I wrestle with this regularly. I'm guessing many of you might, too.
Do I vote my single-issue or a sum of my values? The first tells me I am a reformer, no matter if the candidate is left, right or center, if he/she supports some of what some of us are calling the consensus reform agenda— I will vote for them. The latter tells me, since I am an independent, to vote for the candidate I think will do the best job on the items I care about other than reform.
My hope for the Continental Congress 2.0 is that we are Reformers, first. This is a redress of grievances of the federal government. We may be suing them. No one likes to get sued. Unless there is little doubt that the government is wrong, and we are right, we will lose. We might lose anyway. But then we will have the moral high-ground.
A few of the grievances, on the Continentall Congress 2.0 website, dramatically affect the mainstream media, they will not be CC2's friend. What good is having the moral high-ground if we only have the under-ground media to spread the word? I'd like to win this first round in months or years—not decades. With rephrasing, further explanations, a choice between a couple similar options, and letting go of perhaps only a 10th of what we ALL need, we could get some of the mainstream media to give us favorable coverage. Albeit, probably after the CC2.
I've heard it said, "Why are we all satisfied to fail alone, when we could so easily win together?" I believe we ALL can agree on a stunning, country-saving set of grievances, I just hope we are strong enough to forge the consensus where we can all get what we need to win, even though we will not get everything we want.
For example, I'm guessing there is unanimous support for
1. End the Legal Extortion and Bribery of Elected Officials.
2. Ban Corporate Political Expenditures To, or In Favor of Candidates and Political Parties.
But here's where the conservative visitors to my site balk. Should a, let's say, Marriott be allowed to advertise for a more lenient immigration policy?
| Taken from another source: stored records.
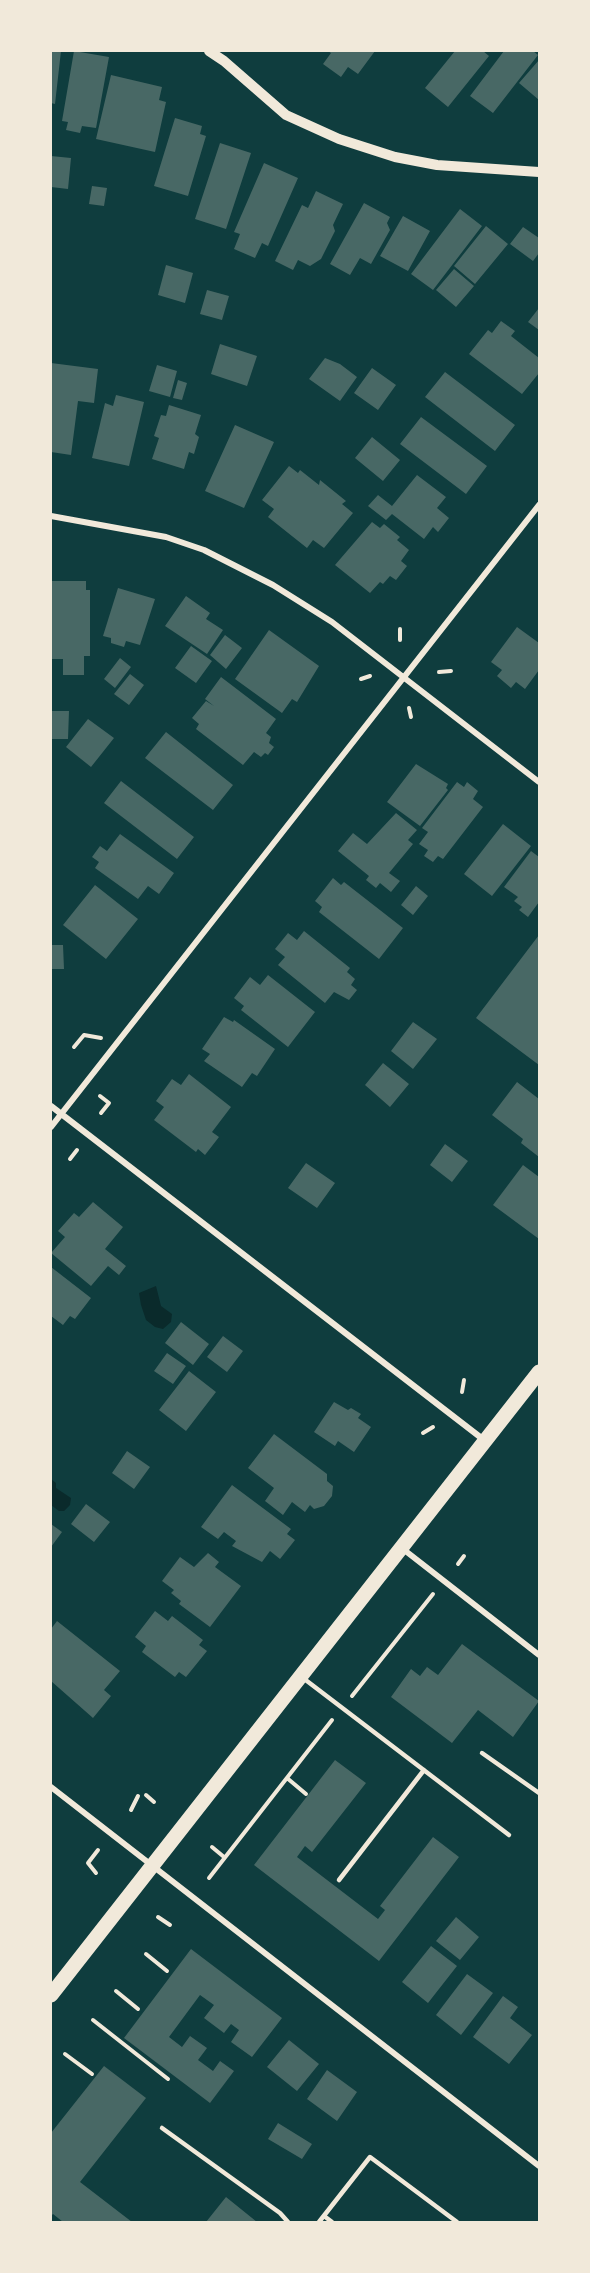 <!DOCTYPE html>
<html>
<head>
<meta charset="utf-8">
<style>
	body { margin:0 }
	#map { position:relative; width:590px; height:2273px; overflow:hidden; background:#0f3d3e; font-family:Montserrat,sans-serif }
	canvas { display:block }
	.frame { position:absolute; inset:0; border:52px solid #f1e9da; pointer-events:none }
</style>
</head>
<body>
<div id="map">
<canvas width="590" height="2273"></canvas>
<div class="frame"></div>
</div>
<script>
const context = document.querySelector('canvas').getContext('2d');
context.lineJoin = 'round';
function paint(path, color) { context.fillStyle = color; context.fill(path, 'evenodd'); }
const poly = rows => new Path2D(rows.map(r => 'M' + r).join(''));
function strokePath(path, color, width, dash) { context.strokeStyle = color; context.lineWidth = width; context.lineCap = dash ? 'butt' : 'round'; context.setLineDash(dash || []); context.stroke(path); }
paint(poly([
	[156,1286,161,1306,172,1314,171,1322,163,1329,155,1327,146,1320,141,1305,139,1293],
	[51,1479,56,1483,56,1488,71,1498,70,1505,64,1511,59,1511,51,1505]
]), '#0a2a2b');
paint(poly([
	[51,51,61,51,55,104,51,103],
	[74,51,109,57,96,128,82,126,80,133,66,130,68,122,62,121],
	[328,51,375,51,358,74,348,67,341,77,323,64,331,53],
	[455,51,483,51,489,56,448,107,425,88],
	[504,51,533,51,538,55,493,113,470,96],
	[539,60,539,100,519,83],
	[111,75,162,87,159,100,166,102,155,152,96,139],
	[175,118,202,126,200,134,206,136,188,196,154,186],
	[220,143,251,153,226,229,195,219],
	[51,156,71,158,68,189,51,187],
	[264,163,298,178,268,246,262,243,255,258,234,249,240,234,234,232],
	[92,186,107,188,104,206,89,204],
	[316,191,343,204,333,225,335,231,321,259,310,266,298,260,293,270,275,261,302,205,308,208],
	[364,203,390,217,387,223,390,230,371,264,360,258,350,275,330,264],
	[460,209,482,226,433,290,411,274],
	[403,216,430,231,408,271,380,256],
	[486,226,508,244,475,284,454,266],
	[523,227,539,238,539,253,533,261,510,244],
	[166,265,193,273,185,303,158,295],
	[454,269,474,286,456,307,436,290],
	[207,290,229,296,222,320,200,314],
	[539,308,539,330,528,322],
	[501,321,515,331,511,336,539,358,539,373,522,394,469,354,488,330,492,333],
	[220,344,257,356,247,386,211,374],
	[325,358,340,364,357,377,340,401,309,379],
	[51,363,98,369,94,403,78,401,71,455,51,452],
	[157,365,177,371,170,397,149,391],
	[372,368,396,385,378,410,354,393],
	[445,372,515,425,495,451,425,397],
	[178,380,187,383,182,400,173,398],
	[116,395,144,402,129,466,92,458,105,403,113,406],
	[169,405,201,415,195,434,199,437,194,454,189,452,184,469,152,459,159,438,154,436,161,415,166,416],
	[421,417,487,466,466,494,400,444],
	[235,425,274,442,244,508,205,491],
	[372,437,400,460,383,481,355,458],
	[289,466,298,473,300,470,319,485,320,480,346,501,342,504,353,513,324,548,313,540,307,548,268,517,274,509,262,500],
	[417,475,446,497,437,508,449,518,438,532,433,527,424,539,392,514,386,520,368,506,378,495,392,506],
	[372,522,380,528,384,524,400,537,397,540,409,550,401,561,407,566,396,580,390,576,383,584,380,582,370,593,335,565],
	[52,581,86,581,86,590,90,590,90,656,84,656,84,675,63,675,63,659,52,659],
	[118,588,155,599,140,645,126,641,124,647,111,643,111,638,103,636],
	[186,596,210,613,206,619,223,630,207,654,165,626],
	[517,627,539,643,539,670,525,689,516,682,511,688,497,676,502,670,491,662],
	[269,630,319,666,297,702,292,699,282,713,235,679],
	[225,635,242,648,226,669,210,655],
	[191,646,212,661,196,683,175,668],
	[120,658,131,667,115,688,104,679],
	[130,674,144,685,129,705,114,694],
	[221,677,276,719,266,733,271,737,269,743,274,747,268,755,265,753,261,757,254,752,243,765,196,729,199,724,192,718,206,701,214,706,205,699],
	[51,711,69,711,68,739,51,739],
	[88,719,114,738,91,767,66,747],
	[166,732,233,785,213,810,145,758],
	[416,764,448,784,446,788,448,790,420,826,387,802],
	[121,781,194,837,177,859,104,803],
	[457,782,464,787,467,782,478,791,473,799,483,807,443,859,438,856,433,862,424,856,428,850,419,844,428,832,422,828],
	[396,813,417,830,408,840,413,844,389,873,400,881,391,892,380,883,376,888,366,880,369,876,338,851,353,833,367,844],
	[503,824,531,846,492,896,464,874],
	[120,834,174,873,159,894,148,886,138,899,95,868,99,862,92,857,100,846,107,851],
	[531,851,539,857,539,902,528,917,519,910,522,907,514,901,518,897,504,887],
	[333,878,341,885,344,882,403,928,379,959,319,912,322,907,315,901],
	[95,885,138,919,106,959,63,925],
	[416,886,428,896,413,915,401,905],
	[304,931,350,968,347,972,355,979,351,985,357,990,349,1000,334,992,325,1003,278,965,285,957,275,949,288,933,297,940],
	[539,935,539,1065,476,1018],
	[51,945,63,945,64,969,51,969],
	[268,975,315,1012,288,1047,241,1010,244,1006,234,998,250,977,260,985],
	[224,1017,233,1022,234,1020,275,1049,257,1076,252,1073,242,1087,204,1061,210,1054,202,1049],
	[413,1022,437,1039,413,1069,391,1051],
	[383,1063,409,1084,390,1107,365,1085],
	[189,1074,231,1107,212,1132,219,1137,205,1155,198,1149,196,1152,154,1120,164,1107,156,1101,172,1079,181,1085],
	[517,1082,539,1099,539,1157,521,1143,523,1139,492,1115],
	[445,1144,468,1161,452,1182,430,1165],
	[306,1163,335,1183,317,1208,288,1188],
	[523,1165,539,1177,539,1239,493,1205],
	[93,1202,123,1227,105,1249,126,1266,119,1275,108,1266,91,1286,51,1253,65,1237,58,1231,74,1213,79,1217],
	[51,1267,91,1298,75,1319,70,1316,63,1325,51,1316],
	[181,1322,209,1344,193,1365,165,1343],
	[223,1336,243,1351,227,1372,207,1357],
	[167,1353,186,1366,173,1384,154,1371],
	[189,1371,216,1392,186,1431,159,1410],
	[334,1402,348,1410,351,1408,361,1414,358,1418,371,1427,354,1452,338,1441,335,1446,314,1432],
	[274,1434,327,1474,327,1481,333,1486,332,1496,324,1506,314,1509,310,1505,305,1512,292,1502,283,1515,265,1501,274,1488,248,1468],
	[127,1451,150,1467,134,1489,112,1473],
	[232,1485,291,1529,287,1534,295,1540,280,1559,270,1551,262,1562,232,1546,236,1541,224,1532,218,1539,201,1527],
	[86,1504,110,1522,94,1542,71,1524],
	[51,1524,62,1532,51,1547],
	[208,1553,219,1562,215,1567,241,1586,210,1627,179,1604,181,1601,171,1593,174,1590,162,1581,180,1557,194,1567],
	[155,1611,168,1621,172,1616,203,1640,199,1645,207,1651,186,1677,179,1672,175,1677,142,1652,146,1646,135,1637],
	[57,1621,120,1671,104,1690,111,1696,93,1718,51,1681,51,1629],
	[462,1644,539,1701,513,1737,478,1710,452,1743,391,1697,411,1669,420,1676,427,1667,438,1675],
	[335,1760,366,1783,312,1852,305,1846,297,1857,378,1919,385,1910,380,1906,433,1837,459,1857,379,1961,254,1865],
	[456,1917,479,1937,460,1960,436,1941],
	[431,1946,457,1966,428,2003,402,1982],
	[191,1949,282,2018,252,2057,231,2042,239,2030,231,2024,224,2033,204,2018,214,2005,200,1995,169,2037,182,2047,190,2036,207,2048,198,2060,213,2071,220,2061,234,2071,210,2103,124,2038],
	[467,1974,493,1993,461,2035,436,2015],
	[503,1996,518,2007,510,2018,532,2035,509,2064,473,2037],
	[289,2040,319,2064,297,2091,267,2067],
	[104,2066,146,2098,80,2182,132,2222,63,2222,53,2214,51,2216,51,2133],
	[327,2070,357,2092,337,2121,307,2099],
	[278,2123,312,2144,302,2159,268,2139],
	[226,2197,257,2222,206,2222]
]), '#486865');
strokePath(poly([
	[400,629,400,640],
	[439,672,451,671],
	[361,679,370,676],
	[409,708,411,717],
	[74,1047,84,1035,101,1038],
	[100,1096,109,1103,101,1113],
	[70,1159,77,1150],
	[462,1392,464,1380],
	[423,1433,433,1427],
	[458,1564,464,1556],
	[352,1696,433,1594],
	[287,1778,306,1794],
	[146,1795,154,1802],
	[131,1810,138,1796],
	[212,1847,224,1857],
	[96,1873,88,1863,98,1850],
	[209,1878,332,1720],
	[158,1917,170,1925],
	[146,1954,167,1971],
	[116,1991,138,2009],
	[93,2020,168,2079],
	[65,2054,92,2074]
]), '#f1e9da', 4);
strokePath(poly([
	[303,1678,509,1835],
	[482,1753,539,1793],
	[339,1880,424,1770],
	[162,2128,280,2213,288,2222],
	[324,2216,332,2222],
	[319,2222,370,2157,457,2222]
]), '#f1e9da', 4.5);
strokePath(poly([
	[51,516,166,537,204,550,273,585,332,622,539,782],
	[51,1106,484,1440],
	[51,1127,539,505],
	[403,1549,539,1655],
	[51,1787,539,2166]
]), '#f1e9da', 6);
strokePath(poly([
	[209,51,224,61,286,115,339,139,395,157,437,165,539,172]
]), '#f1e9da', 10);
strokePath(poly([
	[51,1995,539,1372]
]), '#f1e9da', 15);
</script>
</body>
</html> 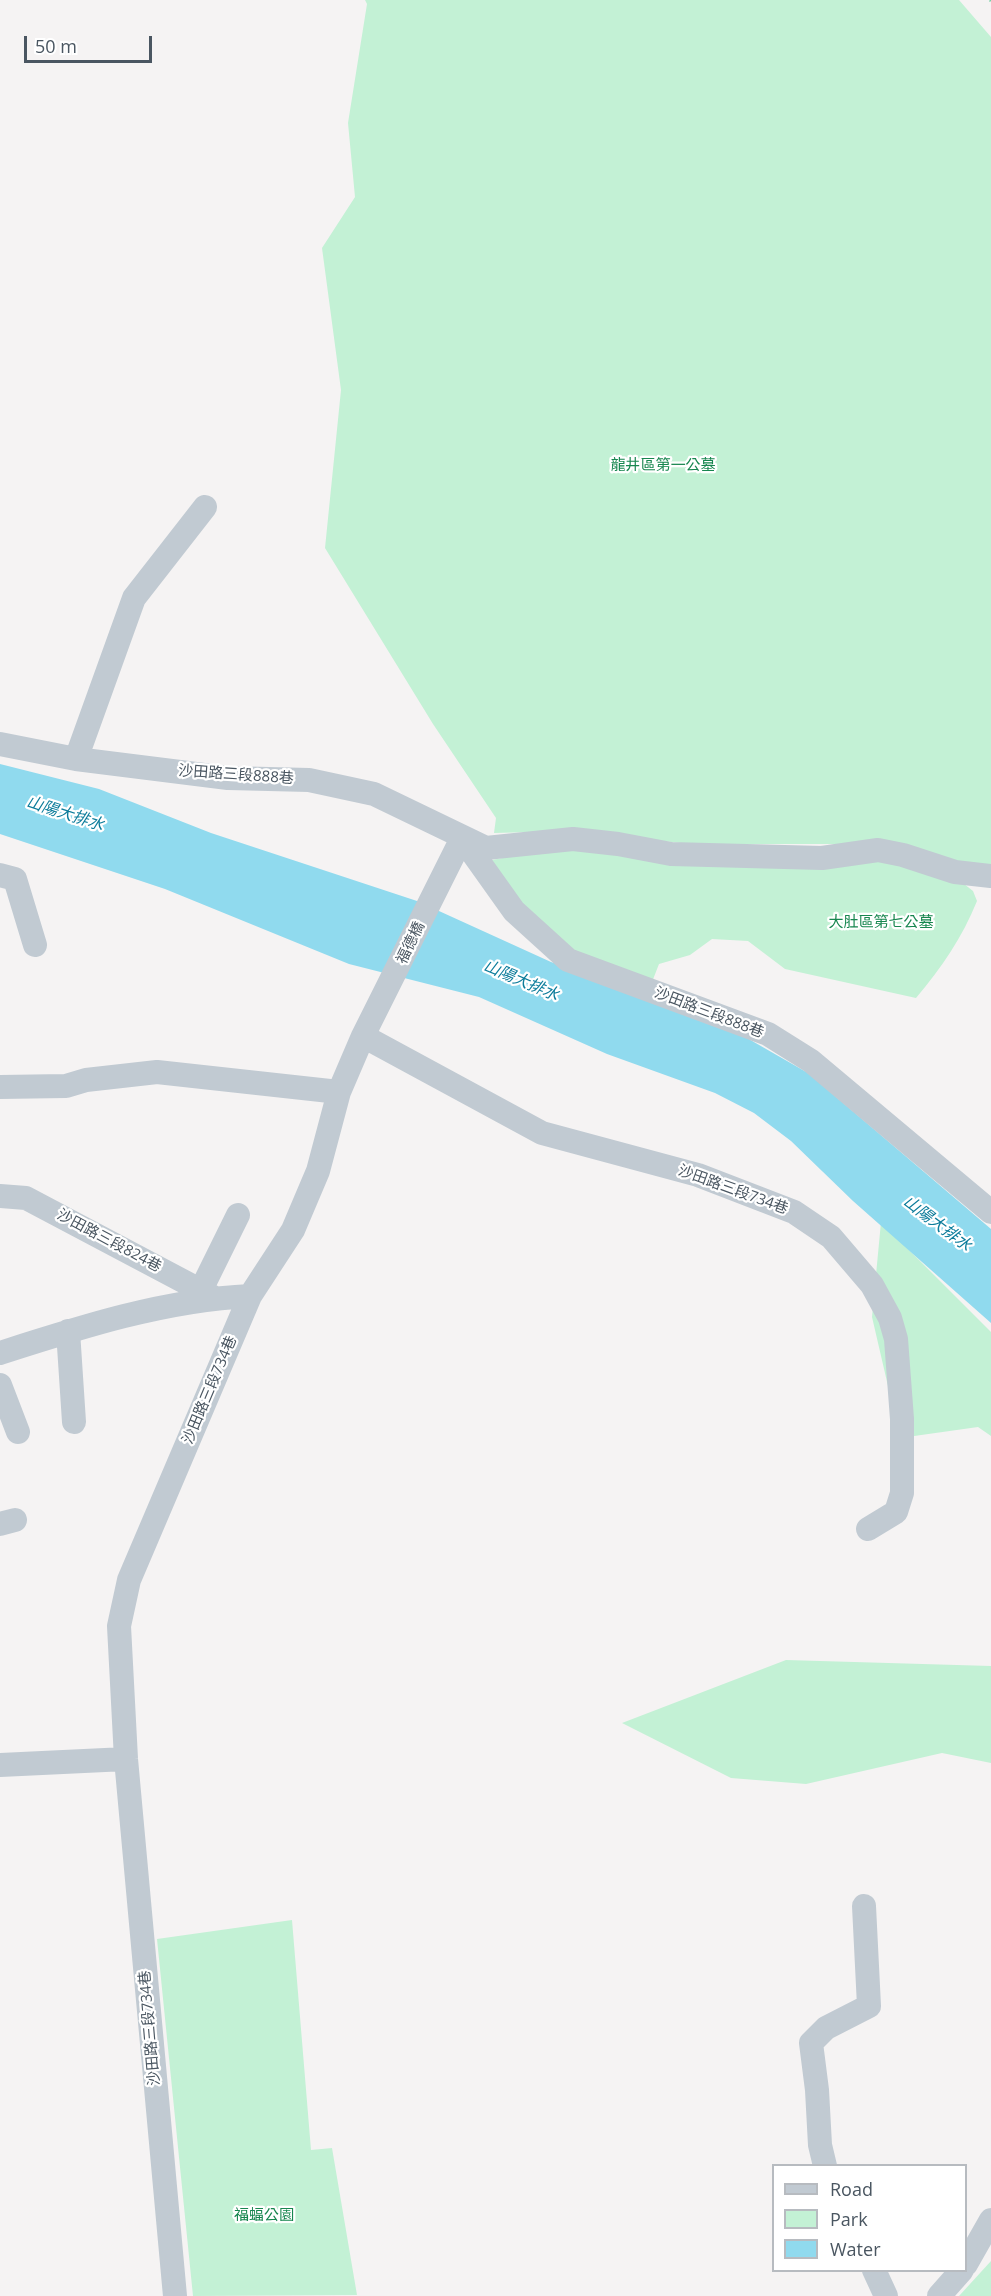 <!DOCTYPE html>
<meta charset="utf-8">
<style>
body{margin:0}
#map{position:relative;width:991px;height:2296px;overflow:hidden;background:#f5f3f3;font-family:"Open Sans",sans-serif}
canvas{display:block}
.legend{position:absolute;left:772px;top:2164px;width:195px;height:108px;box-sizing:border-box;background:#fff;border:2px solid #b7bbc0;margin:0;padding:8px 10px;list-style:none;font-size:18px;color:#4a5661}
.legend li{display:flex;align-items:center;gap:12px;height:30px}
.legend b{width:30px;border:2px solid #b7bbc0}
.scale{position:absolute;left:24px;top:36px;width:128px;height:27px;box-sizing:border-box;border:3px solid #4a5661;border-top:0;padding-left:8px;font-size:18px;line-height:21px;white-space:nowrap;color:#4a5661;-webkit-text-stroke:4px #fff;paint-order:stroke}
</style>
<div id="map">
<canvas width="991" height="2296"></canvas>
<ul class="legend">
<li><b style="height:8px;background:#c1cad2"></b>Road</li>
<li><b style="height:16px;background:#c3f1d5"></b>Park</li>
<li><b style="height:16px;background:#90daee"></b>Water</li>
</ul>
<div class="scale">50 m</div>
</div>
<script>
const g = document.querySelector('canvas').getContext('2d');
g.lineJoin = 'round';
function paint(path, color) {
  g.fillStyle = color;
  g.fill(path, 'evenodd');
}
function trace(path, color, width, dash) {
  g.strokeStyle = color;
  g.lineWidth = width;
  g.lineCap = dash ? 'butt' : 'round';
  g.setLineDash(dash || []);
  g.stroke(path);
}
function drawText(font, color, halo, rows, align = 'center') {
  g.font = font + ' "Open Sans","Noto Sans TC",sans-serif';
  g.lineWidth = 4.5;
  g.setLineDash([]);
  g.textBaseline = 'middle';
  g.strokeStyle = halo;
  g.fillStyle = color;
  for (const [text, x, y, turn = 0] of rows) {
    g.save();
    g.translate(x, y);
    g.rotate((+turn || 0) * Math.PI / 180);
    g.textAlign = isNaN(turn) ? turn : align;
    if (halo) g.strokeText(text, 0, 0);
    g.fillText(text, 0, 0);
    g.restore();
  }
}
paint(new Path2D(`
 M365,0H959L991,37V865L951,863L897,844H690L570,831L494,833L496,818L433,724L325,548L341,390L322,248L355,197L348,123L367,4Z
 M554,848L895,857L959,880L973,891L977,901C962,938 942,967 916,998L785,969L748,941L712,939L690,955L659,964L652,982L570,951L530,920L490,864L492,860Z
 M881,1222L991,1332V1436L978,1427L900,1438L872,1317Z
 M786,1660L991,1666V1763L942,1753L806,1784L731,1778L622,1723Z
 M292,1920L311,2150L332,2148L357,2295L193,2296L157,1939Z
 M991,2261V2296H959Z`), '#c3f1d5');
paint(new Path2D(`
 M0,764L99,789L211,833L417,901L551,962L719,1022L808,1073L991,1229V1323L853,1201L791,1141L754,1113L715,1093L607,1054L479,997L349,964L165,889L0,834Z`), '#90daee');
trace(new Path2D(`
 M990,0L991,1`), '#7ad0a6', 3, [4.5, 3]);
trace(new Path2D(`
 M0,744L76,759L228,778L309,780L374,794L486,848L573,839L618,844L671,854L822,858L878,850L903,855L955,872L991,876
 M76,759L134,598L205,507
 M462,838L514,911L568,960L768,1034L811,1061L991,1212
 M0,875L15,879L35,945
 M363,1036L542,1133L698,1175L794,1212L831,1237L872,1285L890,1318L896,1339L902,1419V1493L896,1512L868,1529
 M0,1087L66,1086L86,1080L157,1072L339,1092
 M0,1196L26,1198L215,1298
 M201,1290L238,1215
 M68,1331L74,1422
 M0,1353C81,1327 165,1300 250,1296
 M0,1385L18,1432
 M0,1524L15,1520
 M0,1765L126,1759
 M825,2166L820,2145L817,2090L811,2043L826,2028L869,2006L864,1906
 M966,2264L991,2220
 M874,2270L886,2296
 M175,2296L126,1759L119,1626L129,1580L250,1296L293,1230L318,1171L339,1092L363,1036L462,838
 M939,2296L962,2270`), '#c1cad2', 24);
drawText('15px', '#17864f', '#fff', [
 ["龍井區第一公墓",663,466],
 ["大肚區第七公墓",881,923],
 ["福蝠公園",264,2216]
]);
drawText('15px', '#4a5661', '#fff', [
 ["沙田路三段888巷",236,775,4],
 ["福德橋",411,943,-64],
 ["沙田路三段888巷",709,1013,21],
 ["沙田路三段734巷",733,1190,20],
 ["沙田路三段824巷",109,1241,28],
 ["沙田路三段734巷",210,1390,-67],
 ["沙田路三段734巷",150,2028,-95]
]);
drawText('italic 16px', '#0c7c9b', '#fff', [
 ["山陽大排水",65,814,18],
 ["山陽大排水",521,981,23],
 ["山陽大排水",937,1224,37]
]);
</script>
Should a national union be able to advertise for a more strict immigration policy? Some would argue that this is not only democracy in action, but really good democracy. Can environmental groups be able to spend money on their take on a national energy/environmental policy? If they can how about Exxon? How about a coalition of environmental groups, or a trade association?
On my website, aGREATER.US, we are getting evidence of high correlation reflectivity on our readers ranking of issues to national polls. Yesterday, US News and World Report announced a poll showing Americans support Ending the U.S. Prohibition of Marijuana by 74% (let it be a States' issue). That is exactly it's bipartisan, actually tripartisan, rating on aGREATER.US!
So, having said this, the two items above rate almost a perfect 100%. But anything that drifts into abridging free speech plummets into the middle 70%s. Does anyone want to chime in on "who" becomes the arbiter of free speech on "topics" and "issues"? If an ad implies support for or against an issue, do we want to lock people up?
I've been wrestling with this since the first of the year when we started to get thoughtful, detailed, content. Are we all willing to agree on 1 and 2, while trying to figure out if we can find consensus on corporate speech on issues.